▸ **What to do**: In the data below, find the line containing "Describe the image", then set down that line and every later line up to and including the line containing "Task: What data", exactly.

▸ **Records for this task**:
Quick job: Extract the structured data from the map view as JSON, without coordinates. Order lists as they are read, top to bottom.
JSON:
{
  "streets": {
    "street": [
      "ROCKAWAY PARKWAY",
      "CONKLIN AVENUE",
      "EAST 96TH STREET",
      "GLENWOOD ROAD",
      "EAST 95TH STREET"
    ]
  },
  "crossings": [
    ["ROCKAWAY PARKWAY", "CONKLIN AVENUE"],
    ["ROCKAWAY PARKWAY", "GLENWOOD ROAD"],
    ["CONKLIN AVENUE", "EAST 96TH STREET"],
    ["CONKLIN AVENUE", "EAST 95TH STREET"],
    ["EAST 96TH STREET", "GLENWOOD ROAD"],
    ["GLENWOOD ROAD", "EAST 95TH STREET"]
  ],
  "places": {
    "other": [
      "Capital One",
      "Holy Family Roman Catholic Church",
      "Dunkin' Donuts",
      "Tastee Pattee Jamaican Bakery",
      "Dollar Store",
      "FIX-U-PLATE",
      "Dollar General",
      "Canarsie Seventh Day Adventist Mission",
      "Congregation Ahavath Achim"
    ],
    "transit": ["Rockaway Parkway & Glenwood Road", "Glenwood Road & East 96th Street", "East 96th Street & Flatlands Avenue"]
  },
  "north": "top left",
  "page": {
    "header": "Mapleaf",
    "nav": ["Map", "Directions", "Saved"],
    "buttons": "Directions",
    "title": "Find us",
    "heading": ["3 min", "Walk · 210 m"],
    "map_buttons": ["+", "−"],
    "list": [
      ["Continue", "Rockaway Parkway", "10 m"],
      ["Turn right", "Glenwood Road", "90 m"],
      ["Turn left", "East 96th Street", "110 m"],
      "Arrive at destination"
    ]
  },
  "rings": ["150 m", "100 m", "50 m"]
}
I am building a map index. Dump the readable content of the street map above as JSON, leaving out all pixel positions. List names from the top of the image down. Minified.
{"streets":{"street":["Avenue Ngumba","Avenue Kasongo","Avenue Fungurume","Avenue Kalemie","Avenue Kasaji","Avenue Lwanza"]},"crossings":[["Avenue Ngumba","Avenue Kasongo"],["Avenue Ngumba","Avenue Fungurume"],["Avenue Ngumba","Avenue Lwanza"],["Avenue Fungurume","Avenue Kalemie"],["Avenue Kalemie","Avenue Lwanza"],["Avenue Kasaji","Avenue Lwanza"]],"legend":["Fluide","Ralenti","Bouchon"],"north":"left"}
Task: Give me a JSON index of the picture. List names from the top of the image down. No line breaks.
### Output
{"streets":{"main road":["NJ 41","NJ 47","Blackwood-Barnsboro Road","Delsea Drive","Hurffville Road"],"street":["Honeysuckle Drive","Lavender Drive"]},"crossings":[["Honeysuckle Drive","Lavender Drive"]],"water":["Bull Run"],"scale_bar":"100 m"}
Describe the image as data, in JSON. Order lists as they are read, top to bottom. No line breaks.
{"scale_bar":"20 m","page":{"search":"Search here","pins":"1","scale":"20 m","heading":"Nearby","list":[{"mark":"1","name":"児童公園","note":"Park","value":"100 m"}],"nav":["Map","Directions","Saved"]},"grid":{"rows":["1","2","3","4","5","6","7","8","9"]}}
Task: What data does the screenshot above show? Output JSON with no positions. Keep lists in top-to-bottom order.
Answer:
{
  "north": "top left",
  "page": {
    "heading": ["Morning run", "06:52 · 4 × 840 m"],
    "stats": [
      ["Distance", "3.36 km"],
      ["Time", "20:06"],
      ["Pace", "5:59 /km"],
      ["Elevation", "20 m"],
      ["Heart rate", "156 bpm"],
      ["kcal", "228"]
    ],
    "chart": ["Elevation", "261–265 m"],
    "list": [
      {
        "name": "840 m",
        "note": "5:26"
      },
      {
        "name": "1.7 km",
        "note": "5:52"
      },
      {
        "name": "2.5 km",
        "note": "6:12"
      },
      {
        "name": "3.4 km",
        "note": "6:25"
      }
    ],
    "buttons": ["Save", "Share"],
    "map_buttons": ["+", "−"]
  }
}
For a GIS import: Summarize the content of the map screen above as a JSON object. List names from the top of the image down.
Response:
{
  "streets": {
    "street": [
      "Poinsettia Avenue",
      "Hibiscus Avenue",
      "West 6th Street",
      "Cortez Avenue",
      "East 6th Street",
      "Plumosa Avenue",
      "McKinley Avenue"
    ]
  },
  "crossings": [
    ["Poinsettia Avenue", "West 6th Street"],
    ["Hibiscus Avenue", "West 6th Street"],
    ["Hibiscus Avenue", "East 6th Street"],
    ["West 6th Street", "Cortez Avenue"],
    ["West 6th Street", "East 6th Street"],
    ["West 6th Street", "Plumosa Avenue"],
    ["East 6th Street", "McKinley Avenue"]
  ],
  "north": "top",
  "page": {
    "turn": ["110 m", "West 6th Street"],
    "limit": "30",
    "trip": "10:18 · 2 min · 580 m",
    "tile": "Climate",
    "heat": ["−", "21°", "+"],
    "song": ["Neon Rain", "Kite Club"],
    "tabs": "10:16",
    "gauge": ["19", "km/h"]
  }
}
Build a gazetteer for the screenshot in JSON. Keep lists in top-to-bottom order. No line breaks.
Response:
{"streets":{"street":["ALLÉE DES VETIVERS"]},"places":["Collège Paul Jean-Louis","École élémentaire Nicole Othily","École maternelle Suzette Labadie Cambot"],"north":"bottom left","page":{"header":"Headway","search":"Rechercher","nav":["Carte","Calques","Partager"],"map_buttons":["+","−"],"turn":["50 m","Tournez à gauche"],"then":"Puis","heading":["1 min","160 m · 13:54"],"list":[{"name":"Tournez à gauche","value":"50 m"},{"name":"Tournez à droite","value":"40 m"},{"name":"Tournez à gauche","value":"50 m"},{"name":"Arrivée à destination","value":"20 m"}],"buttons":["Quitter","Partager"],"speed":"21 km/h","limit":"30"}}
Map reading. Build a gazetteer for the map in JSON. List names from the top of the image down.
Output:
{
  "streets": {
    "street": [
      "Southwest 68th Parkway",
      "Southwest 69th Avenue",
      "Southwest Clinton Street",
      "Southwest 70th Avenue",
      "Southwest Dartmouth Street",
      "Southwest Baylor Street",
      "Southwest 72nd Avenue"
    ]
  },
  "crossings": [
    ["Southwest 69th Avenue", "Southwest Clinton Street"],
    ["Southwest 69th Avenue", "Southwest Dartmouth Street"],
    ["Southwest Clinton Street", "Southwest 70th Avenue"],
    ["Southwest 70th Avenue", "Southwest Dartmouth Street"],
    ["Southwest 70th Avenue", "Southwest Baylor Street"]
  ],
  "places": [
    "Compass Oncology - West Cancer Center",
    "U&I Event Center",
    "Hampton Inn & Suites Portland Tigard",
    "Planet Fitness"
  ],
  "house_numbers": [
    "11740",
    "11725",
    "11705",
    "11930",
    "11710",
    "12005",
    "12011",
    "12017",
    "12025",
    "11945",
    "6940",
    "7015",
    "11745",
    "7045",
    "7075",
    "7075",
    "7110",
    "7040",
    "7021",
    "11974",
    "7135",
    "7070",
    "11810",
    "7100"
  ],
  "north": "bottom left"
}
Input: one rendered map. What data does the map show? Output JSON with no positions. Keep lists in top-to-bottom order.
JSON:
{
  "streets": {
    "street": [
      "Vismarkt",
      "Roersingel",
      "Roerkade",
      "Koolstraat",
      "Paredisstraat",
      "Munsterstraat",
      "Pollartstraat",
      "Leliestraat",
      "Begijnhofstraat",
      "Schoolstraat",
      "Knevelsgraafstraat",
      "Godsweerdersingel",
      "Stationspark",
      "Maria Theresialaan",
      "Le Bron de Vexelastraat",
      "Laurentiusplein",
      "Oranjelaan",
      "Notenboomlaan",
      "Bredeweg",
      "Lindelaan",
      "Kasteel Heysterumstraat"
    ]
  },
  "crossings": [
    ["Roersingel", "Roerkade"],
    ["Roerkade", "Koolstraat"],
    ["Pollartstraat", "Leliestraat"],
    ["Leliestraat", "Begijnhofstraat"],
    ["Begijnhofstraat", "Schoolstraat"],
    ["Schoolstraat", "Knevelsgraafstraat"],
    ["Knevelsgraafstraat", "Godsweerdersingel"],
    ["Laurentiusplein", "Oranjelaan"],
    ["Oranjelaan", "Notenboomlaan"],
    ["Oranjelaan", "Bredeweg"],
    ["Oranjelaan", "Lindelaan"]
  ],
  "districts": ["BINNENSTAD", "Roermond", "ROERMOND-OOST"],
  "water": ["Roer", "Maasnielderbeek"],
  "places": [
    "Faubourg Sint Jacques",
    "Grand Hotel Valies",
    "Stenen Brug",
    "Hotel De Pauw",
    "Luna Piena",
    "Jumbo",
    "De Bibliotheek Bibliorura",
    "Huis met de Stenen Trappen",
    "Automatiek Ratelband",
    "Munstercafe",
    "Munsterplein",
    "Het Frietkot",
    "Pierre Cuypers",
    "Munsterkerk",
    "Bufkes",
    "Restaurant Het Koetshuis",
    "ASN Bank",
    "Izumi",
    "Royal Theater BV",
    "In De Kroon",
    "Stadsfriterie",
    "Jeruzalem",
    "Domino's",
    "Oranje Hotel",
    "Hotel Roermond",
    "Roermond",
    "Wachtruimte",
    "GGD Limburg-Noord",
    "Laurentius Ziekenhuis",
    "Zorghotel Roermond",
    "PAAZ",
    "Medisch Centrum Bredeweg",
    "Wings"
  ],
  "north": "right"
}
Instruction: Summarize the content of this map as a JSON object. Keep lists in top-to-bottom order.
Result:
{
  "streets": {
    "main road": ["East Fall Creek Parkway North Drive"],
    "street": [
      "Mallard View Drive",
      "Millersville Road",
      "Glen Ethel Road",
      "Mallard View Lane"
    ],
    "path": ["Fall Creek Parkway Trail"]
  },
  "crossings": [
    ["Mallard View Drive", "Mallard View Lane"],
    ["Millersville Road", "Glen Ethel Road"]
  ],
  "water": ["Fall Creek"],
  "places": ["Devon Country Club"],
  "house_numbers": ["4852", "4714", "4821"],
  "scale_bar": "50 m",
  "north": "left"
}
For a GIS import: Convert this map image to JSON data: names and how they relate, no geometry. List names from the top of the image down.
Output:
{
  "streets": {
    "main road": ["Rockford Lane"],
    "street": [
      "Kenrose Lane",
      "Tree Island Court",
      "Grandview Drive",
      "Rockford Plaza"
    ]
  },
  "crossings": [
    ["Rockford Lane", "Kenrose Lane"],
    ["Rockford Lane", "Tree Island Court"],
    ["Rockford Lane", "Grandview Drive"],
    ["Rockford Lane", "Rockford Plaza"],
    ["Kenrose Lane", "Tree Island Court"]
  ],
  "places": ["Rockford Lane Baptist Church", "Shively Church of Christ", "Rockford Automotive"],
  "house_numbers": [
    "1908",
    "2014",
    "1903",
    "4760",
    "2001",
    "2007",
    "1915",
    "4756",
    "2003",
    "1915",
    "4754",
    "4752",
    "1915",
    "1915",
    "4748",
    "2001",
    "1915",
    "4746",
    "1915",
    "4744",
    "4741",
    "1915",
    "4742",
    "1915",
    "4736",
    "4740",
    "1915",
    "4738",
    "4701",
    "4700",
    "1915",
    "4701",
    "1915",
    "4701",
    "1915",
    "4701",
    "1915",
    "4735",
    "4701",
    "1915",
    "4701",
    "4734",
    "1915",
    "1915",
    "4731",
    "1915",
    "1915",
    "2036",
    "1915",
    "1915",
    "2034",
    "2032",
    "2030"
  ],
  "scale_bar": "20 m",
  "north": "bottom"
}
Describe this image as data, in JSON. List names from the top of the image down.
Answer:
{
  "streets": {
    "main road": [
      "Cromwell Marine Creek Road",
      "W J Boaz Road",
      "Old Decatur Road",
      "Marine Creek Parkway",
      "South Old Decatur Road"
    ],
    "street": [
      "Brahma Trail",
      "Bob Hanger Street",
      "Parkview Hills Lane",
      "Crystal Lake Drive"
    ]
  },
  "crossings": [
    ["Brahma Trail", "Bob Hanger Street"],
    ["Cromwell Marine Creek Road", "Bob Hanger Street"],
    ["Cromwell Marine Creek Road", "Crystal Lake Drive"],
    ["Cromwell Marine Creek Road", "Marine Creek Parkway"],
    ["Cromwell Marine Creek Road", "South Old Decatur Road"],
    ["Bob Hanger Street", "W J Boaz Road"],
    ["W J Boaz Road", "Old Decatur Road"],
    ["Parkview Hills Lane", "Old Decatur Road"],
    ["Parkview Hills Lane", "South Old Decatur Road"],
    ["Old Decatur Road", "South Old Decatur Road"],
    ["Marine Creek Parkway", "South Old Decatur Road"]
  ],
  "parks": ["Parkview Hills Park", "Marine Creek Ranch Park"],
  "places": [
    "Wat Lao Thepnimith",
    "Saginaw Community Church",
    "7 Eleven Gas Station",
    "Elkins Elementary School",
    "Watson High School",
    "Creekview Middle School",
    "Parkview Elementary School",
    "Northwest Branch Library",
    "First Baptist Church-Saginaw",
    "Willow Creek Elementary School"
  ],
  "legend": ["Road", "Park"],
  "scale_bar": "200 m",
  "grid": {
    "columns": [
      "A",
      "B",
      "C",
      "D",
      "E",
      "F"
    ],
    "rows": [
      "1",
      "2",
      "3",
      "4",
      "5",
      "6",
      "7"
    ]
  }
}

▸ **Answer for this exercise**:
Describe the image as data, in JSON. Order lists as they are read, top to bottom. No line breaks.
{"scale_bar":"20 m","page":{"search":"Search here","pins":"1","scale":"20 m","heading":"Nearby","list":[{"mark":"1","name":"児童公園","note":"Park","value":"100 m"}],"nav":["Map","Directions","Saved"]},"grid":{"rows":["1","2","3","4","5","6","7","8","9"]}}
Task: What data does the screenshot above show? Output JSON with no positions. Keep lists in top-to-bottom order.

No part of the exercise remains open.